People quite justifiably saw this not-very-good attack ad as targeting Chretien’s Bell’s Palsy, which is further evidence for the ad itself being not very good.
Canadians were faced with a clear choice: make better attack ads (that didn’t attack a politician based on their appearance, intelligence, voice, gender, etc.), or spend the next three decades arguing that attack ads shouldn’t exist while making more not-very-good attack ads that seem intentionally designed to avoid going “too far” and avoid the kind of backlash generated by the Chretien Face Ad.
You can probably guess which path we went down as a nation.
And so, when another round of not-very-good attack ads against CPC Leader Andrew Scheer surfaced during Game 6 of the NBA Finals, at a time and place when nobody wanted to think about politics, we were subjected in turn to another round of predictable articles fretting about their morality and their effect on our discourse.
As usual, nobody wanted to point out that the ads made little sense (Andrew Scheer as a bobblehead?), contained obvious errors (one featured a soldier who wasn’t wearing a Canadian uniform), and, most of all, were far too tame to properly be “attack ads.”
The plan was apparently to define Andrew Scheer because he hadn’t defined himself. To do this, the ads portrayed Scheer as a puppet of Doug Ford, which meant that the ad had to give equal time to attacking Ford and Scheer. They claimed Scheer was a “yes man to the 1%”, even though barely anybody uses the term “the 1%” anymore.
They claim Scheer is in thrall to the rich and big business, but because the people behind the ads trying really hard to avoid actually offending anybody, they also don’t define who “the rich” and “big business” actually are.
I’m not arguing that the Conservative attack ad against progressive parties are much better. They were the ones who came up with the Chretien Face Ad, and they had their own eye-rolling ads during the game, bringing back the actors from the ineffective “Job Interview” anti-Trudeau ads from 2015. And earlier this year, they got in trouble when they created a parody of Heritage Canada’s “Heritage Minutes” to attack Trudeau’s numerous ethics breaches.
But UNIFOR, the powerful collection of private-sector unions who support the anti-Scheer ads, count among their number workers from Canada’s journalist, print media, television, and online media sectors. They endorsed these ads. They represent Canada’s creative types. And these ads are anything but creative.
Not only that, but UNIFOR boss Jerry Dias pledged to become Scheer’s worst nightmare. How does endorsing these weaksauce ads accomplish that goal?
And it’s not as though Canada’s left had a great track record when it comes to attack ads. Look at this bizarre short film conceived before the 2014 Ontario election attacking Tim Hudak.

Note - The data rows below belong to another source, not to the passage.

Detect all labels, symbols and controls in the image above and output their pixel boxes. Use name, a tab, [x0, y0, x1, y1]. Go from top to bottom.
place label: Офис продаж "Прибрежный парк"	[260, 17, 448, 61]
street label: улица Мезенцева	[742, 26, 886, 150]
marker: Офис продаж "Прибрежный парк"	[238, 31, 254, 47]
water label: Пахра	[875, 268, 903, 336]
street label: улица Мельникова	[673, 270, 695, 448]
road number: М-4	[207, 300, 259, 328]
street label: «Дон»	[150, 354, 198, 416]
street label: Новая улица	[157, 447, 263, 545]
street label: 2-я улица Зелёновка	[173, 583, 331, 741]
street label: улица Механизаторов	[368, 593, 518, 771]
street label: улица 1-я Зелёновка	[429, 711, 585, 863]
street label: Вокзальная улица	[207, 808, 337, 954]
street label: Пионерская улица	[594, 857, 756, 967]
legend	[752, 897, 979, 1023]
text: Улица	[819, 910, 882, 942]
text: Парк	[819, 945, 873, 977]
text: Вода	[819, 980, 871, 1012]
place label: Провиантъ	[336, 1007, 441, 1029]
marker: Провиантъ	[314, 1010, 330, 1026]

How about this bit of what-the-hell from the 2010 Winnipeg Mayoral election, which contains the line, “Sam Katz. He kicks children in the face. Nice.”?

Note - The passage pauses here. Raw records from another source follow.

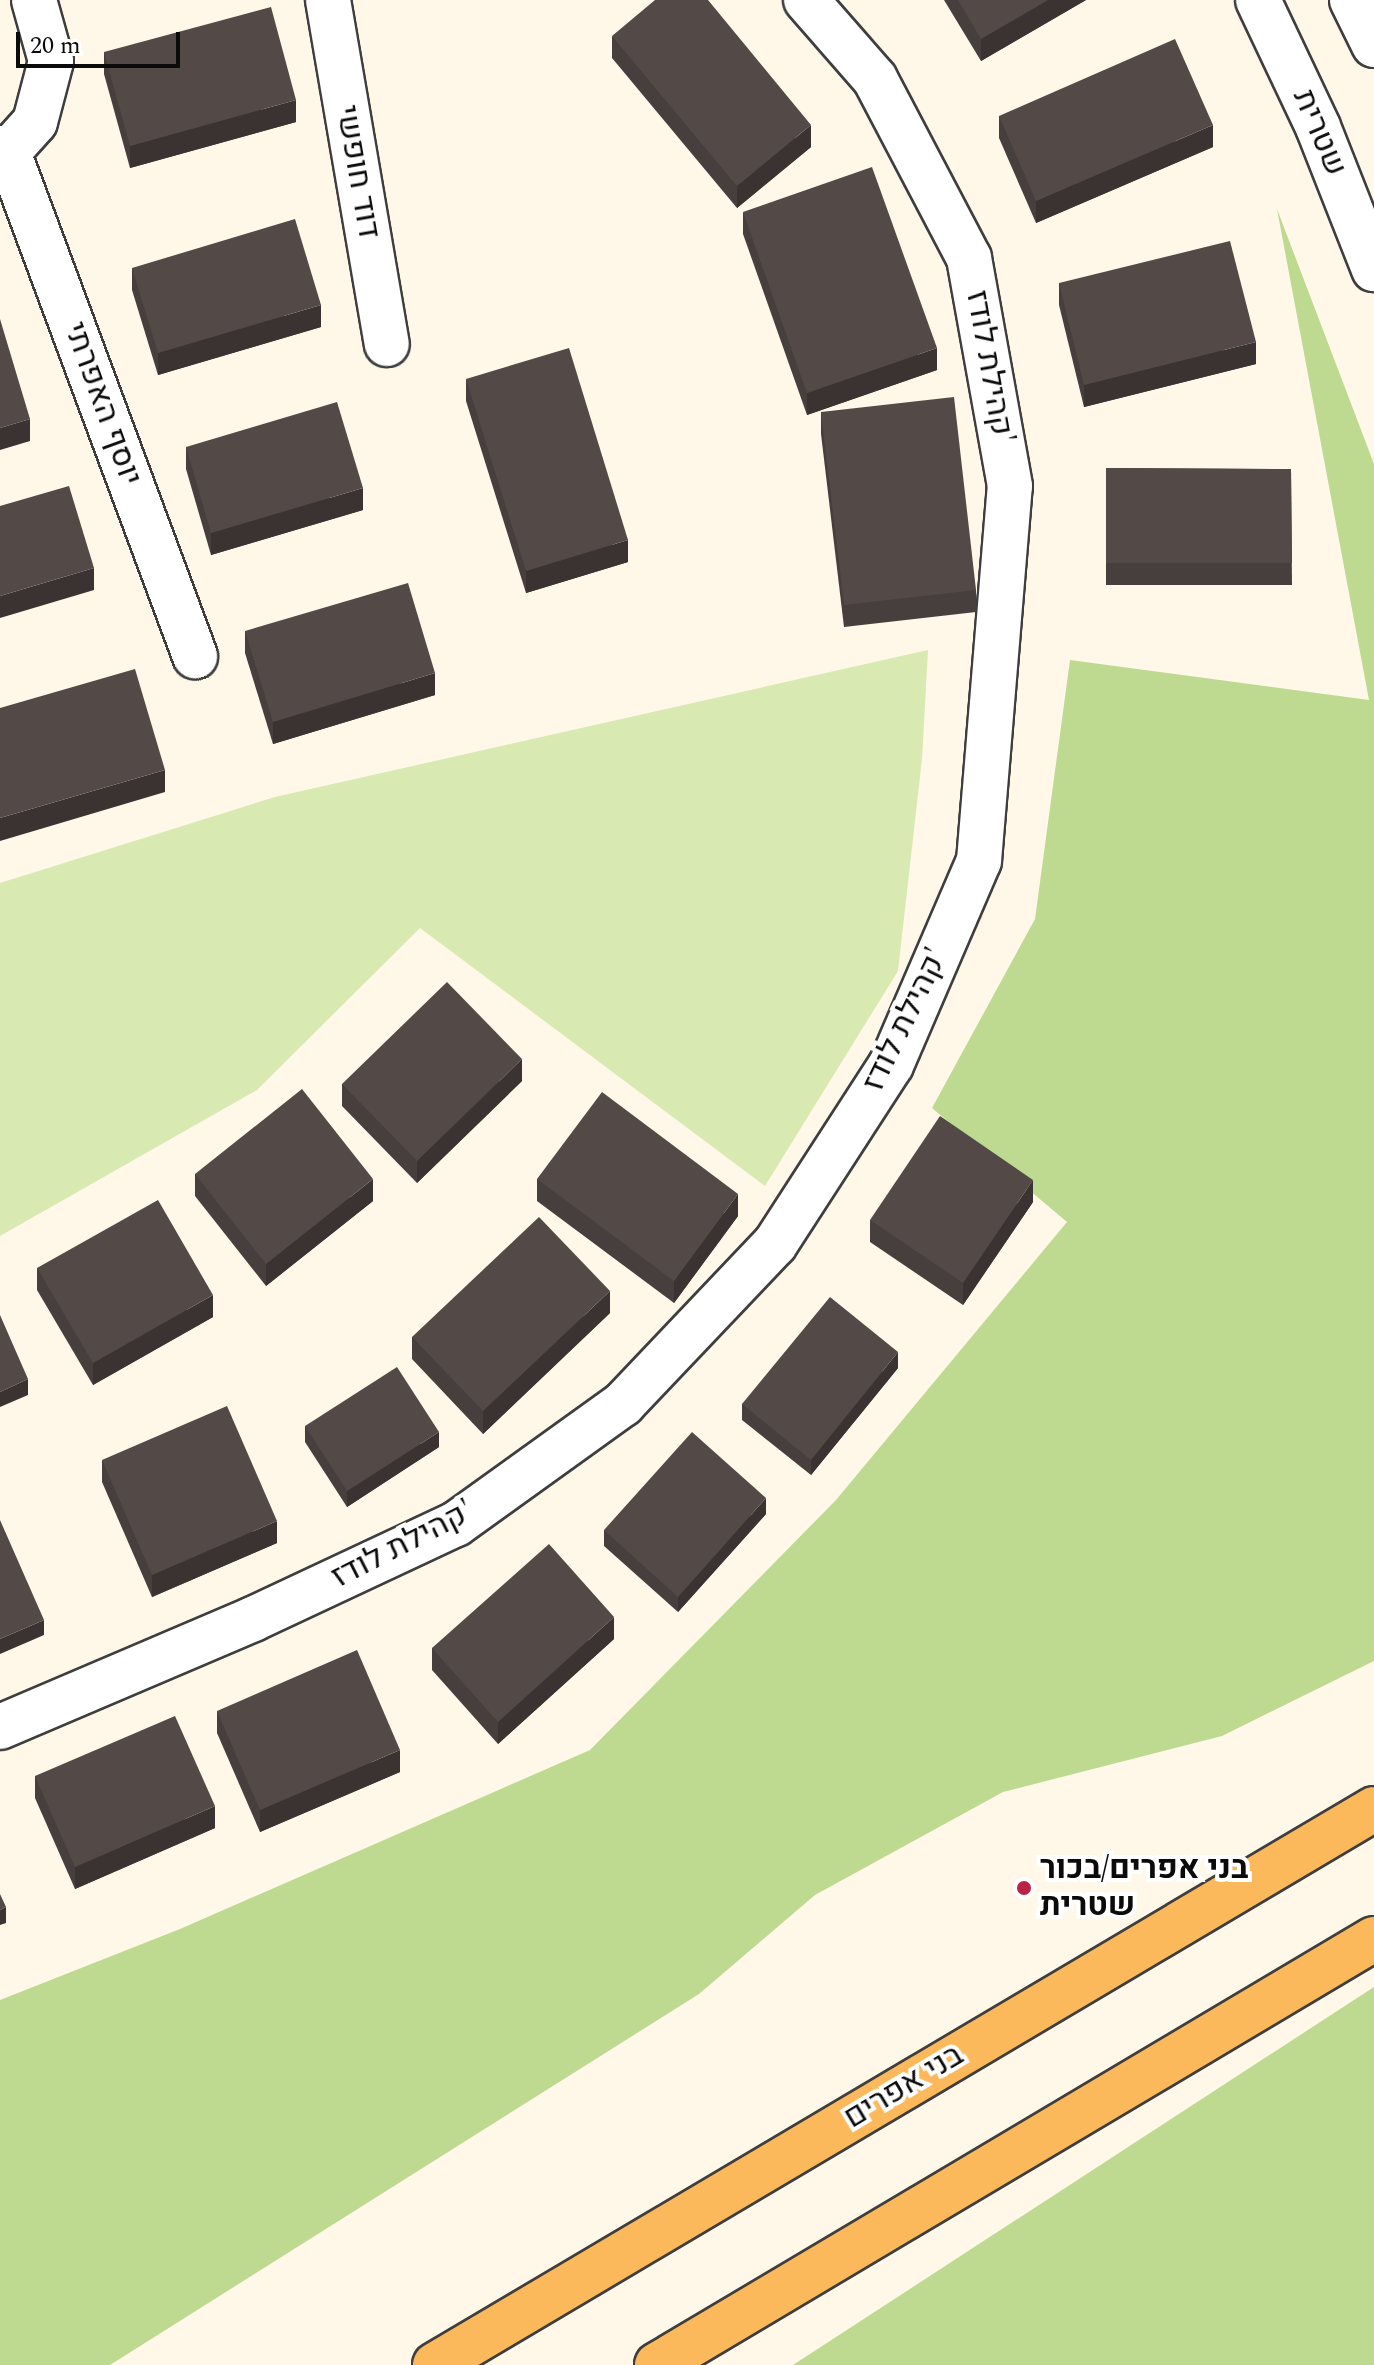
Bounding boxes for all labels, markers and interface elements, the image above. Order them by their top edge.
scale bar [20,16,184,66]
text: 20 m [30,28,81,64]
street label: שטרית [1284,84,1354,182]
street label: דוד חופשי [326,102,388,242]
street label: קהילת לודז' [957,288,1021,446]
street label: יוסף האפרתי [55,317,149,491]
street label: קהילת לודז' [855,942,957,1098]
street label: קהילת לודז' [325,1493,481,1597]
place label: בני אפרים/בכור שטרית [1040,1851,1248,1926]
marker: בני אפרים/בכור שטרית [1015,1879,1033,1897]
street label: בני אפרים [837,2036,971,2138]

Or my personal favourite—Olivia Chow’s campaign song from the 2014 mayoral election:
Looking at these ads, I can’t help but draw the conclusion that their creators just don’t like conservative politicians, and everybody they know just doesn’t like conservative politicians.
They don’t bother to make their ads clever, funny, or memorable because they’ve never had to explain why they don’t like conservatives in a way that resonates with people for whom that hatred isn’t obvious.